From Biosphere to Semiosphere to Social Lifeworlds. Biology as an Understanding Social Science

  • Günther Witzany telos – Philosophische Praxis
Keywords: pragmatic turn, rule-governed sign-mediated interactions, Mitwelt, symbiogenesis, global symbiotic interdependence

Abstract

The change could not be more radical. Biology, as a classical natural science, has celebrated numerous successes. Examining its subject matter from a reductionistic, materialistic point of view has led to exceptional knowledge and given rise to dozens of sub-disciplines. Unfortunately, by pursuing such detail, satisfactory answers to central questions – What is life? How did it originate and how do we view ourselves as living beings? – have been lost in a universe of analytical units. Yet not entirely! A transdisciplinary network is evolving: it goes beyond reductionistic biology, beyond vitalism or a rekindled (metaphysical) enchantment of nature.

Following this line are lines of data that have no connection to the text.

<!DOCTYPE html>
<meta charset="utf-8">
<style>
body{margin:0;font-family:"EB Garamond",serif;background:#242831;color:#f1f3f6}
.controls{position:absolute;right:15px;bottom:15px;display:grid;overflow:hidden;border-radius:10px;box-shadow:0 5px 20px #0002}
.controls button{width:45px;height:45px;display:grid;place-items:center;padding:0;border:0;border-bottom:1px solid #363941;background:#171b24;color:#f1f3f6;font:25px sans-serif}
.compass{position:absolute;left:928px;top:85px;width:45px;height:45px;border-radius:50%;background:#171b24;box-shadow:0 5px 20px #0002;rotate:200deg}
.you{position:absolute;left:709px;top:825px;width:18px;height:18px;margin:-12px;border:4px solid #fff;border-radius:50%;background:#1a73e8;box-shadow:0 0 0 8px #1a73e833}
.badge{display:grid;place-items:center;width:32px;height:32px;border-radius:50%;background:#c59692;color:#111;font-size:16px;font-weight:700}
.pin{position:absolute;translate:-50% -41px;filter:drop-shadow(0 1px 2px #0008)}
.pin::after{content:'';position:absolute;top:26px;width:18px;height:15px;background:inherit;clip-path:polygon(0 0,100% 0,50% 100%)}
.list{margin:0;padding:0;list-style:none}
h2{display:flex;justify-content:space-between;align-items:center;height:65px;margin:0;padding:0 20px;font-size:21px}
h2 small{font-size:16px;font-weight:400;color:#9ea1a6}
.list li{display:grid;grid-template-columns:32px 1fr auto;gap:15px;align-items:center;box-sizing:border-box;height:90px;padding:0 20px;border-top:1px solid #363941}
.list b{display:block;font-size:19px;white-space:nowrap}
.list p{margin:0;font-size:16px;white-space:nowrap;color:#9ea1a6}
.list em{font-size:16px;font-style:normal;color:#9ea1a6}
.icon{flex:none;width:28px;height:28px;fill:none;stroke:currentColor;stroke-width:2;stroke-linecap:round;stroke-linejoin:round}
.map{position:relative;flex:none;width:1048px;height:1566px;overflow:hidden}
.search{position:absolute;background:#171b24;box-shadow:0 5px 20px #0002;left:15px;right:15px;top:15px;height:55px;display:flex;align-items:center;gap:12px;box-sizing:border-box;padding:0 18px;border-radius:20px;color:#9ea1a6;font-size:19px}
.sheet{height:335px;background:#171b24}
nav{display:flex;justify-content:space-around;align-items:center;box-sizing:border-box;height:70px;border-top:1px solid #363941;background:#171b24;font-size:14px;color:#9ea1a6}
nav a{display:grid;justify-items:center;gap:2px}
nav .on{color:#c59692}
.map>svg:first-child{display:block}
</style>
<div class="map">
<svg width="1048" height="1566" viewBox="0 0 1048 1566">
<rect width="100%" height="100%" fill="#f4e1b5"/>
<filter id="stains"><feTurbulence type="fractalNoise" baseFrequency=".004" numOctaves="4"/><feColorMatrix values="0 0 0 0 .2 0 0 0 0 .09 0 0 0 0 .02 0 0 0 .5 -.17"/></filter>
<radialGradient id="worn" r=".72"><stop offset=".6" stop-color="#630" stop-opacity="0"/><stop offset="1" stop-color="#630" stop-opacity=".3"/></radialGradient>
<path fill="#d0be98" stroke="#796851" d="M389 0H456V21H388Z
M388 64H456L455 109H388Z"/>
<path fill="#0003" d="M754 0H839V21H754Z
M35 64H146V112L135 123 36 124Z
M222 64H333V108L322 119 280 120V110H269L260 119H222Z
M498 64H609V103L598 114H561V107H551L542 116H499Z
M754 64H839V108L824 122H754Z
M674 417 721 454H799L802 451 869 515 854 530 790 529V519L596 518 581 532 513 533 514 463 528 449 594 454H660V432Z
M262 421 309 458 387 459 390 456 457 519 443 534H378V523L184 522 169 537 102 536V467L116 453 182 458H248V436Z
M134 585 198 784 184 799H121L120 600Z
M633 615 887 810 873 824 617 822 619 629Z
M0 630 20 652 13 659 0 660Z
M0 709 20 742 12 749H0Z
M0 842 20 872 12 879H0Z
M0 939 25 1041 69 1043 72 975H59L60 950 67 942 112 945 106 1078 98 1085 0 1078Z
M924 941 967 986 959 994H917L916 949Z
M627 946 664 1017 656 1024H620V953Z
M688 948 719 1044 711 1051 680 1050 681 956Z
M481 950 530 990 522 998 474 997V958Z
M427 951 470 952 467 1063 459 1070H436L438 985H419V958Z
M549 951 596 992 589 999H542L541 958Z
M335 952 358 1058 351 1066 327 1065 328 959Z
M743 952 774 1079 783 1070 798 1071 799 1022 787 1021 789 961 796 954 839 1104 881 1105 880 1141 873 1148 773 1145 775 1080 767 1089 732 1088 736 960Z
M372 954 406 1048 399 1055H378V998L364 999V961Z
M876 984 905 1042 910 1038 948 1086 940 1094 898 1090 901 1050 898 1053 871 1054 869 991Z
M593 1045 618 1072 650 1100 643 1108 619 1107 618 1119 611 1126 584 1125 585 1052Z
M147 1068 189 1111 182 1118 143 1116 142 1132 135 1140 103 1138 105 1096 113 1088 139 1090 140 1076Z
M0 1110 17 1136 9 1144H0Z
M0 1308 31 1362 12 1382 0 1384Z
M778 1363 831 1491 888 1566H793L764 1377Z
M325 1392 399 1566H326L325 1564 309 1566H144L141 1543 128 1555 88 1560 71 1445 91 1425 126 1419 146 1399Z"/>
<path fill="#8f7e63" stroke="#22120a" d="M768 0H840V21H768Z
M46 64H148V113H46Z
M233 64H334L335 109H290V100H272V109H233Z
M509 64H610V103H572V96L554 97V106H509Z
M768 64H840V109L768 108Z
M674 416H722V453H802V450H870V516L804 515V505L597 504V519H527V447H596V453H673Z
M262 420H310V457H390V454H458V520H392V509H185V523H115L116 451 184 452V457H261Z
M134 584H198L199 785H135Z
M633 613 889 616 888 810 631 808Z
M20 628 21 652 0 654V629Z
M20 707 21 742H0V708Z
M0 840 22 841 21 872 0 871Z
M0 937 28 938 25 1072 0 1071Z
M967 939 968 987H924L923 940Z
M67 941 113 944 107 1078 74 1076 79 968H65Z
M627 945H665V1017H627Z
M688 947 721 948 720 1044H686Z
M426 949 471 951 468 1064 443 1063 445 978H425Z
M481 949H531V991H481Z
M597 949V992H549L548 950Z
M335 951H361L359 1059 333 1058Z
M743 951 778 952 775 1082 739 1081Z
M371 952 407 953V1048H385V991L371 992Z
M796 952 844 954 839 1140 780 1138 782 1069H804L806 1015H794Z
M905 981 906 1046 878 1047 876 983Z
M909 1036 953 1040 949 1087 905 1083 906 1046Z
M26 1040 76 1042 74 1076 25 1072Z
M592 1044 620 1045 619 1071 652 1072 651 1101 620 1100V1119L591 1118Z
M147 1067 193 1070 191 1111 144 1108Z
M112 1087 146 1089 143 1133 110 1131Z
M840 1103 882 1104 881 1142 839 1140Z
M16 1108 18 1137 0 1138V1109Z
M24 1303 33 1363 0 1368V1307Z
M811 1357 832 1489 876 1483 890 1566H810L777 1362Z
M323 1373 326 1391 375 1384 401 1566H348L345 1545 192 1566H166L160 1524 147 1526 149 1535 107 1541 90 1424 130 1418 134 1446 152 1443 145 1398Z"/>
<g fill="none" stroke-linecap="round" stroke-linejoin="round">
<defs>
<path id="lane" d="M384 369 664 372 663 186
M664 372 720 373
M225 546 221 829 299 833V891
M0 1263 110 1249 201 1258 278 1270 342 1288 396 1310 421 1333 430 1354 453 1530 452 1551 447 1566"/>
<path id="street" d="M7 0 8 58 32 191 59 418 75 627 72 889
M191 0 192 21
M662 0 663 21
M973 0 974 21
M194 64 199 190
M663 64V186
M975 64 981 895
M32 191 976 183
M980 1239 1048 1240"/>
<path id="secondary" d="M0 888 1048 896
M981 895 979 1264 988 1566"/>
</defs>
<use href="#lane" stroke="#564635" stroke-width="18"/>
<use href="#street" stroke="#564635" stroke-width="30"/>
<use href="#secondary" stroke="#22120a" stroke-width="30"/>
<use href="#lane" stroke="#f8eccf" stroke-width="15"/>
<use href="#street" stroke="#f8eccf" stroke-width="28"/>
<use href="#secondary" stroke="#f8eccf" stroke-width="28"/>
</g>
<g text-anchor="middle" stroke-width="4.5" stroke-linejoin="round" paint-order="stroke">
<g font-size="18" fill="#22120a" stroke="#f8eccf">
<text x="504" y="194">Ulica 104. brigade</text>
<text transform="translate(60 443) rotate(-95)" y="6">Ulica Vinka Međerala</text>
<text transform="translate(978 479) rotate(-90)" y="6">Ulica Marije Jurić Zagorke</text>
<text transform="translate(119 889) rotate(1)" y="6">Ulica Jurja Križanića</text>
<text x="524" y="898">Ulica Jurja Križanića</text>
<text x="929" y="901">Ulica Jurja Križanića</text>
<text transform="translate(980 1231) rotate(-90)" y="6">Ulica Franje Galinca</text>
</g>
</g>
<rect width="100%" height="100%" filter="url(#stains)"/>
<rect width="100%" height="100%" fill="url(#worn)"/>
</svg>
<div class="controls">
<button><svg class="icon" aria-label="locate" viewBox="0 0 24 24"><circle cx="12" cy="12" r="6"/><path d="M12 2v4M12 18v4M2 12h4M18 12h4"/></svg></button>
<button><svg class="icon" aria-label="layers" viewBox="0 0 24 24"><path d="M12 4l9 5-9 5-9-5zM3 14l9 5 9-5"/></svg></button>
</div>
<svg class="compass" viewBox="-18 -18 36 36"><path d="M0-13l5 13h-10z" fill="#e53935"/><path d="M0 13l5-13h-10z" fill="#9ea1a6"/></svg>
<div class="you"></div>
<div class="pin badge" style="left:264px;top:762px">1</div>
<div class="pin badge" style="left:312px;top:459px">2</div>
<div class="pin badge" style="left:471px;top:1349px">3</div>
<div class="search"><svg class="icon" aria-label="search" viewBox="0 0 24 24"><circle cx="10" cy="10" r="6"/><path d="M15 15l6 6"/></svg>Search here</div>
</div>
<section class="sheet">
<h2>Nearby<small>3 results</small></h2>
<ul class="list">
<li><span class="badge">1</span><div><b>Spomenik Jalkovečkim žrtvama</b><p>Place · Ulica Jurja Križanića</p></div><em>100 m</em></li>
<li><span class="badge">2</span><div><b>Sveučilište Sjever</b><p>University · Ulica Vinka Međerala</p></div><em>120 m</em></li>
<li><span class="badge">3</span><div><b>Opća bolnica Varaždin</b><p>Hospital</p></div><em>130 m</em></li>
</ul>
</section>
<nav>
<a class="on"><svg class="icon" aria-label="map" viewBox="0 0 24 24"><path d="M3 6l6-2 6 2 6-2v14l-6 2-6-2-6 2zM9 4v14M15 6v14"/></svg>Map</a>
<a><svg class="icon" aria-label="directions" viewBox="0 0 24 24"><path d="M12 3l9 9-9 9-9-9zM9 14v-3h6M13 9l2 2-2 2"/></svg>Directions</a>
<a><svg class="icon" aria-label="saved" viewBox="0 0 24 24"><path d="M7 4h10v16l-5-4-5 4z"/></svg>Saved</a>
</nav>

It is increasingly able to provide better answers to these questions than firmly established, traditional, mechanistic biology: (1.) a semiotics that transcends Peirce, James and Morris to serve as a basis for the interpretation of sign processes in biosemiotics (Kull 2005), (2.) developmental biologists, embryologists and epigeneticists who have turned the paradigm “DNA-RNA-Protein-everything else” (Arthur Kornberg) on its head and who try to understand protein bodies as context-dependent interpreters of the genetic text, (3.) a philosophy that reconstructs biology as an understanding social science which describes the rule-governed sign-mediated interactions of cell individuals to mega-populations in their lifeworlds.